The roster includes: Claire Wahmanholm is the author of Wilder (Milkweed Editions 2018), Redmouth (Tinderbox Editions 2019), and most recently, Meltwater (Milkweed Editions 2023). Her work has most recently appeared in, or is forthcoming from, Cream City Review, TriQuarterly, Sierra, Ninth Letter, Blackbird, Washington Square Review, Copper Nickel, and Beloit Poetry Journal. She was a 2020-2021 McKnight Writing Fellow, and her poem, “Glacier,” won the 2022 Montreal International Poetry Prize.
Lynette Reini-Grandell is the author of Wild Things: A Trans Glam Punk Rock Love Story, (Minnesota Historical Society Press, 2023) and the poetry collections Wild Verge (Holy Cow! Press, 2018); Approaching the Gate (Holy Cow! Press, 2014), winner of the 2015 Northeastern Minnesota book award for poetry. She teaches English and creative writing at Normandale Community College and the Loft and has received support for her work from the Finlandia Foundation and the Minnesota State Arts Board. A multidisciplinary collaborator, she performs at spoken word venues with the Bosso Poetry Company and the jazz collective, Sonoglyph, and her poetry is part of a permanent installation at the Carlton Arms Art Hotel in Manhattan. She lives in Minneapolis on the ancestral homeland of the Dakota people. Bryan Thao Worra presents internationally on science fiction poetry and the Southeast Asian diaspora. He has presented at the Singapore Writers Festival, the Smithsonian Asian American Literature Festival, the Library of Congress, the League of Minnesota Poets, Poets House, Kearny Street Workshop, the 2012 London Summer Games, and more. His newest collection is American Laodyssey (2023) from Sahtu Press as his community marks 50 years since the end of CIA Secret War in Laos.

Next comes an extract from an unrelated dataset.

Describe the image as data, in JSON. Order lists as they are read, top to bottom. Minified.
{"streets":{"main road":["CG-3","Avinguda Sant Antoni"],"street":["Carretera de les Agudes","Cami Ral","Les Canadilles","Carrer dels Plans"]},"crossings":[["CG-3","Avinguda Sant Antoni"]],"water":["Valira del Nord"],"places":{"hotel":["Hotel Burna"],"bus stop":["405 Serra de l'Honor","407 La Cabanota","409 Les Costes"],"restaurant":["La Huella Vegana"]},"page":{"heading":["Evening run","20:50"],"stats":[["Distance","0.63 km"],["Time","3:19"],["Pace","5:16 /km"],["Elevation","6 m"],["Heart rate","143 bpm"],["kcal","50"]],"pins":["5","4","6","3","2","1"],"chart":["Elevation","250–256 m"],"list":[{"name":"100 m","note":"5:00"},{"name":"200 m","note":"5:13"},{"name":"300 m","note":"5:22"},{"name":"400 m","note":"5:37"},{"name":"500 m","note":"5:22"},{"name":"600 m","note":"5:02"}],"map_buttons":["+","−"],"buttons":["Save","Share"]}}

Marion Gómez is a poet and teaching artist based in Minneapolis. She has been awarded grants from the Minnesota State Arts Board and the Loft Literary Center. Her work has appeared in La Bloga, Mizna, Waterstone Review, Saint Paul Almanac among others. She is a member of the Latinx spoken word collective Palabristas.
Moheb Soliman is an interdisciplinary poet from Egypt and the Midwest who’s presented work at literary, art, and public spaces in the US, Canada, and abroad with support from the Joyce Foundation, Banff Centre, Minnesota State Arts Board, and diverse other institutions. He has degrees from The New School for Social Research and University of Toronto and lives in Minneapolis, Minnesota, where he was Program Director for the Arab American lit and film organization Mizna before receiving a multi-year Tulsa Artist Fellowship and this year a Milkweed Editions fellowship. His debut poetry collection HOMES (Coffee House Press, 2021), explores nature, modernity, identity, belonging, and sublimity through the site of the Great Lakes bioregion / borderland. Moheb has been a finalist for the Minnesota Book Awards, Heartland Booksellers Award, and others, and was showcased in Ecotone’s annual indie press shortlist and the Poets & Writers annual 10 debut poets feature. See more of his work at www.mohebsoliman.info.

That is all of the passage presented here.